◆ WORK ITEM ◆
In the data that follows, count every line holding the string "Pico" and give the count alone.

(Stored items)

##############################

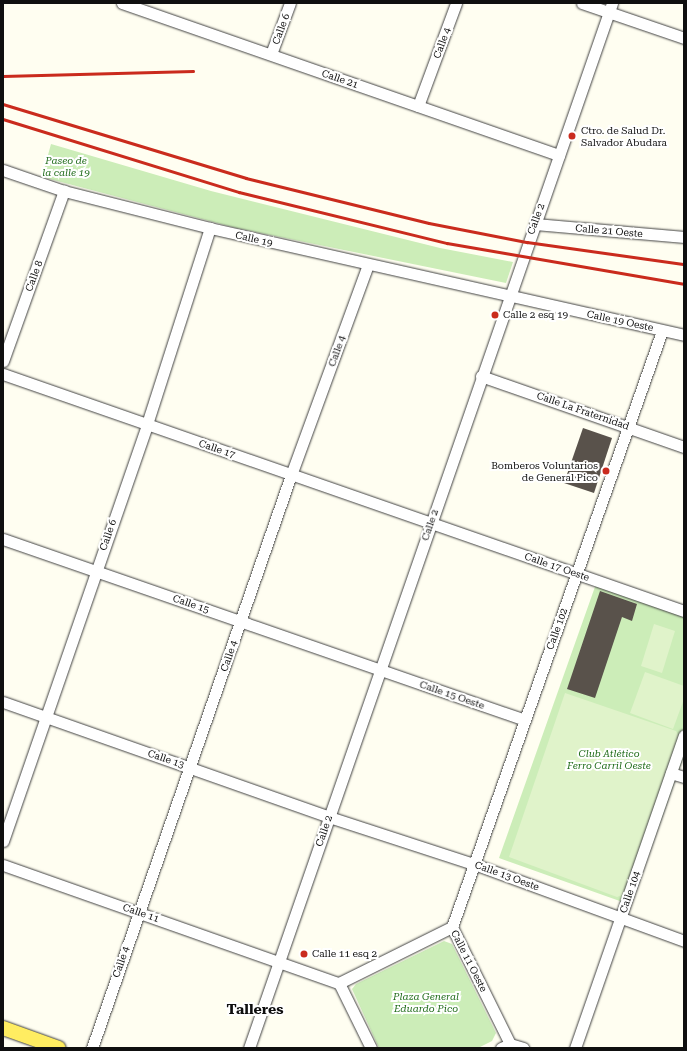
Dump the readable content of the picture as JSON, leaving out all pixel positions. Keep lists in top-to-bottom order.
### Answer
{
  "streets": {
    "street": [
      "Calle 6",
      "Calle 4",
      "Calle 21",
      "Calle 2",
      "Calle 21 Oeste",
      "Calle 19",
      "Calle 8",
      "Calle 19 Oeste",
      "Calle La Fraternidad",
      "Calle 17",
      "Calle 17 Oeste",
      "Calle 15",
      "Calle 102",
      "Calle 15 Oeste",
      "Calle 13",
      "Calle 13 Oeste",
      "Calle 104",
      "Calle 11",
      "Calle 11 Oeste"
    ]
  },
  "crossings": [
    ["Calle 6", "Calle 21"],
    ["Calle 6", "Calle 19"],
    ["Calle 6", "Calle 17"],
    ["Calle 6", "Calle 15"],
    ["Calle 6", "Calle 13"],
    ["Calle 4", "Calle 21"],
    ["Calle 4", "Calle 19"],
    ["Calle 4", "Calle 17"],
    ["Calle 4", "Calle 15"],
    ["Calle 4", "Calle 13"],
    ["Calle 4", "Calle 11"],
    ["Calle 21", "Calle 2"],
    ["Calle 2", "Calle 21 Oeste"],
    ["Calle 2", "Calle 19"],
    ["Calle 2", "Calle 19 Oeste"],
    ["Calle 2", "Calle La Fraternidad"],
    ["Calle 2", "Calle 17"],
    ["Calle 2", "Calle 17 Oeste"],
    ["Calle 2", "Calle 15"],
    ["Calle 2", "Calle 15 Oeste"],
    ["Calle 2", "Calle 13"],
    ["Calle 2", "Calle 13 Oeste"],
    ["Calle 2", "Calle 11"],
    ["Calle 19", "Calle 8"],
    ["Calle 19", "Calle 19 Oeste"],
    ["Calle 19 Oeste", "Calle 102"],
    ["Calle La Fraternidad", "Calle 102"],
    ["Calle 17", "Calle 17 Oeste"],
    ["Calle 17 Oeste", "Calle 102"],
    ["Calle 15", "Calle 15 Oeste"],
    ["Calle 102", "Calle 15 Oeste"],
    ["Calle 102", "Calle 13 Oeste"],
    ["Calle 102", "Calle 11 Oeste"],
    ["Calle 13", "Calle 13 Oeste"],
    ["Calle 13 Oeste", "Calle 104"]
  ],
  "districts": ["Talleres"],
  "parks": ["Paseo de la calle 19", "Club Atlético Ferro Carril Oeste", "Plaza General Eduardo Pico"],
  "places": [
    "Ctro. de Salud Dr. Salvador Abudara",
    "Calle 2 esq 19",
    "Bomberos Voluntarios de General Pico",
    "Calle 11 esq 2"
  ]
}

##############################

◆ TASK ANSWER ◆
2